Is it safe for a VM service to implicitly depend on a directory shared by Incus?

Incus provides a very convenient way to share a host directory with a VM:

incus config device add VM hostdir disk source=/path/to/host/dir path=/path/to/guest/dir

I assume that this is handled by incus-agent mounting the host share using some virtio/qemu protocol.

Something I’m wondering is if incus-agent will mount this directory early enough in the boot process to make it safe for other services to rely on it.
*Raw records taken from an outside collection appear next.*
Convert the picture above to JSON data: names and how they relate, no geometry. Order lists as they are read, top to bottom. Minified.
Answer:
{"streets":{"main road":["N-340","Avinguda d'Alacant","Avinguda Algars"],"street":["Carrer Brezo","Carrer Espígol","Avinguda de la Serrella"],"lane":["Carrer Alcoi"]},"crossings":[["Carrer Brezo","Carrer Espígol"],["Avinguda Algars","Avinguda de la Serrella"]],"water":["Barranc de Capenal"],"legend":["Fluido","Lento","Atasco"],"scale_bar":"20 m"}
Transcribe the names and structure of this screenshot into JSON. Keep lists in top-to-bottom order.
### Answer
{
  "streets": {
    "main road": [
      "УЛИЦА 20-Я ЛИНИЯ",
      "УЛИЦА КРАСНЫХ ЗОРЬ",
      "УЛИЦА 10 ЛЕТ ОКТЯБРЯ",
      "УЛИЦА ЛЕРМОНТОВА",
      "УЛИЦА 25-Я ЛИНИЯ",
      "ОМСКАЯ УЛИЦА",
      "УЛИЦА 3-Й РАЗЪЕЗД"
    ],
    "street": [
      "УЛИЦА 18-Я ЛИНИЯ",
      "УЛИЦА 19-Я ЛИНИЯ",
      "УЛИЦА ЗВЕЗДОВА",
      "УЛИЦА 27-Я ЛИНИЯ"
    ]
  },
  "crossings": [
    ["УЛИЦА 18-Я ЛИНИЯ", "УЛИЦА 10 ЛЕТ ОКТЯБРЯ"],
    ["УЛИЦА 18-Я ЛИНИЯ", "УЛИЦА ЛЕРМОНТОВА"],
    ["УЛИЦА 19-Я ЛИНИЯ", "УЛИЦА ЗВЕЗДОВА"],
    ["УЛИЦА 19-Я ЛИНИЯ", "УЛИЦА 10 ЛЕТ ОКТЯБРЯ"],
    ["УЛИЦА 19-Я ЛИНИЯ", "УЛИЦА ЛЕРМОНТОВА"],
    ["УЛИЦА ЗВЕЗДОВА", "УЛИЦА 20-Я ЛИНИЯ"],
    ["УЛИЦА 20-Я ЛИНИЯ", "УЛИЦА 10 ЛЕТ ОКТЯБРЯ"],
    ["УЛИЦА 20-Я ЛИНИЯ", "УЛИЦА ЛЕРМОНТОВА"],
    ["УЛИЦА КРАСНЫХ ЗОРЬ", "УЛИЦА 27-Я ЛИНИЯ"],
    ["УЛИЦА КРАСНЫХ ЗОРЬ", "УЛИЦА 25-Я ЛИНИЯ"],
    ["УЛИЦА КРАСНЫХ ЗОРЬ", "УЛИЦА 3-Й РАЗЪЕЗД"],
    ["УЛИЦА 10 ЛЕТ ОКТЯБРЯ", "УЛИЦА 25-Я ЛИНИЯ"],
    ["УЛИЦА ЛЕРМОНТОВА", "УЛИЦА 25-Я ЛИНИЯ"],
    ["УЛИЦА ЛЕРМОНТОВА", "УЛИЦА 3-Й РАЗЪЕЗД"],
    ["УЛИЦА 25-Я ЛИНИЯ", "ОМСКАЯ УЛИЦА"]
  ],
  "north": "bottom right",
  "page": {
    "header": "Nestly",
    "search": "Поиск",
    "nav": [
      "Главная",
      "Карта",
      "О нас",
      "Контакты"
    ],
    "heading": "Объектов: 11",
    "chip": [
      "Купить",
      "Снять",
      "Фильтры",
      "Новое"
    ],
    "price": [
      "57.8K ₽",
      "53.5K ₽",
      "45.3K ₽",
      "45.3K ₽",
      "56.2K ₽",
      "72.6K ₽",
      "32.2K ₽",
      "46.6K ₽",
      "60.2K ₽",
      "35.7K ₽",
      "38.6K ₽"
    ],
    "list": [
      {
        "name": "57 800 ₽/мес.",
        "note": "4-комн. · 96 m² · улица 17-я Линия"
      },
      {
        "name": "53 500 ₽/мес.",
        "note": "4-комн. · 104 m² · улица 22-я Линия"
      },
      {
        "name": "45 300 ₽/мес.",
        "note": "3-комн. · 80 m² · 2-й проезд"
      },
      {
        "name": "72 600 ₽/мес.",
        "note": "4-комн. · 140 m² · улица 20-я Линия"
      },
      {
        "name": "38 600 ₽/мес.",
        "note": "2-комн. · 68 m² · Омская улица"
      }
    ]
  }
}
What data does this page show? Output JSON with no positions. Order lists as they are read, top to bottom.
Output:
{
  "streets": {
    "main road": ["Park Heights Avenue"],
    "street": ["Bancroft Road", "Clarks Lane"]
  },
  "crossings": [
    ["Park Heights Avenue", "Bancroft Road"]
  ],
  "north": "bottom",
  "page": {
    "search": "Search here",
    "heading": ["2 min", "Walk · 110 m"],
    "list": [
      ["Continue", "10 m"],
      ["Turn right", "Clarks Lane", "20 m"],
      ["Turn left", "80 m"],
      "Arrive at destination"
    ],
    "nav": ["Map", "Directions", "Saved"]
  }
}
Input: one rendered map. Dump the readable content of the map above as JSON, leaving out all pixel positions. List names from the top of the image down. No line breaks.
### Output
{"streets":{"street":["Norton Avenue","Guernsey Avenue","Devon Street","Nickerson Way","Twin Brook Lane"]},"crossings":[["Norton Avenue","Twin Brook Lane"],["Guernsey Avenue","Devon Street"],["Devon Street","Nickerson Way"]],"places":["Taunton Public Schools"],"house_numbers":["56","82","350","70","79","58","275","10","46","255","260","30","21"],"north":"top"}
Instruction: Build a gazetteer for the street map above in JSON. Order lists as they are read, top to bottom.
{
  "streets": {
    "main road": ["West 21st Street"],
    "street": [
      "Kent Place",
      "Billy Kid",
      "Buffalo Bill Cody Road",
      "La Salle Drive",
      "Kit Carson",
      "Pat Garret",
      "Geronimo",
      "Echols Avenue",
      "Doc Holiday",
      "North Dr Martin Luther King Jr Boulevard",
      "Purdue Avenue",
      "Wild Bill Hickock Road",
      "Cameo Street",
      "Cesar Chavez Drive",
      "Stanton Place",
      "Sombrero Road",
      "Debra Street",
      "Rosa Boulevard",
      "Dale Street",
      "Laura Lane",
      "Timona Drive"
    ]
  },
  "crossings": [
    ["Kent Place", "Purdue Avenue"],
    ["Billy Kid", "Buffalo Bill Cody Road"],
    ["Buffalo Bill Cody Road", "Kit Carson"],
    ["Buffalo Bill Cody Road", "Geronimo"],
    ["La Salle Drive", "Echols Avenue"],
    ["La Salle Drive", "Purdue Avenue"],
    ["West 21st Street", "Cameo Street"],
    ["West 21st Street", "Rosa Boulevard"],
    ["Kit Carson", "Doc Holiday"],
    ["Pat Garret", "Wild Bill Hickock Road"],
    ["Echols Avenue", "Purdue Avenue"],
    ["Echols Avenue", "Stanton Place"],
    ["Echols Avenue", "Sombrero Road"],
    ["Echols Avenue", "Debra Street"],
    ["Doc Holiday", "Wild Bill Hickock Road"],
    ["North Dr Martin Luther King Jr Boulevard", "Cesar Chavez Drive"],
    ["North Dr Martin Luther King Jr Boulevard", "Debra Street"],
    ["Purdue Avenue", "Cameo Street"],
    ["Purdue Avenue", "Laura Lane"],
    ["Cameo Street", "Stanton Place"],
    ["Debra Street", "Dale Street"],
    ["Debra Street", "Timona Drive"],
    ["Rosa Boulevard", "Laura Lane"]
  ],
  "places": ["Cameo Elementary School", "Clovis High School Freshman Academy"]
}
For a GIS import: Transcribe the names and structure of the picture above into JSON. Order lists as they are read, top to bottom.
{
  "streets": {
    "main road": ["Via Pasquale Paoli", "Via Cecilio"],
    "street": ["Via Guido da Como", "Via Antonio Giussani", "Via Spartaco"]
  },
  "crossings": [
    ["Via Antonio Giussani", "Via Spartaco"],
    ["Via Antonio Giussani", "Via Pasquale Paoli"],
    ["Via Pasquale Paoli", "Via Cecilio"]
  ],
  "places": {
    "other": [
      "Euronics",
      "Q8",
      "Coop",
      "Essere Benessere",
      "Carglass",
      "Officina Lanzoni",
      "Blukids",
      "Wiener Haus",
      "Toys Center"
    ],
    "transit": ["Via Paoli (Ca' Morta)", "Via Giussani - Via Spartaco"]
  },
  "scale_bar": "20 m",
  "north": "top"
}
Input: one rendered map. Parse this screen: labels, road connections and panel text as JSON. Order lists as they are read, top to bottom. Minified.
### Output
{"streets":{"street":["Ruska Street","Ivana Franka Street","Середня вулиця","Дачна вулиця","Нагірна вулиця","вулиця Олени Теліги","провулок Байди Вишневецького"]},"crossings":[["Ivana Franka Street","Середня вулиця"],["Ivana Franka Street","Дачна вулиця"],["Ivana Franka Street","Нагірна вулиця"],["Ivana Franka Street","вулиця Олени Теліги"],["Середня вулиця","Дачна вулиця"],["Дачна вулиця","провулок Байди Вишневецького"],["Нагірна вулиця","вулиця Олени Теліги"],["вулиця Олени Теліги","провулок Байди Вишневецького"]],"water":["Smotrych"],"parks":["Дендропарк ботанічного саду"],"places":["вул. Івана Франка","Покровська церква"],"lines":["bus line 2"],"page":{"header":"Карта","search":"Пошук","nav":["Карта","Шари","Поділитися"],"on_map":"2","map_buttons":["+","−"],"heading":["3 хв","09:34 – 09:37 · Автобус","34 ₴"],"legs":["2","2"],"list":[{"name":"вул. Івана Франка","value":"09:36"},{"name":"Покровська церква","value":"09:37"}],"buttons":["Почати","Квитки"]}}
For example, imagine a have a systemd service that will read its configuration from a/config directory, and I use incus “device add” to mount a host directory in the guest’s /config. Is there some way to ensure that the service will only start after /config is mounted, preventing some race condition where it will see /config unmounted (thus empty) and initialize with the wrong configuration?

As far as I can tell is that Incus will mount all the devices before the container services are started.

It is a very common approach for OCI containers to provide configurations or even data storage by adding devices and it just works.

As far as I can tell is that Incus will mount all the devices before the container services are started.

I’m sure that for containers it is fine. For VMs, this is the responsibility of incus-agent, which from the VM OS POV, is just another service.

incus-agent runs about as early as we can possibly do as it needs to also re-shuffle network configs. So for most units it should be fine, basically any unit that already is waiting for networking should then get its mount.

But if you have extremely early boot stuff, then that may be a problem.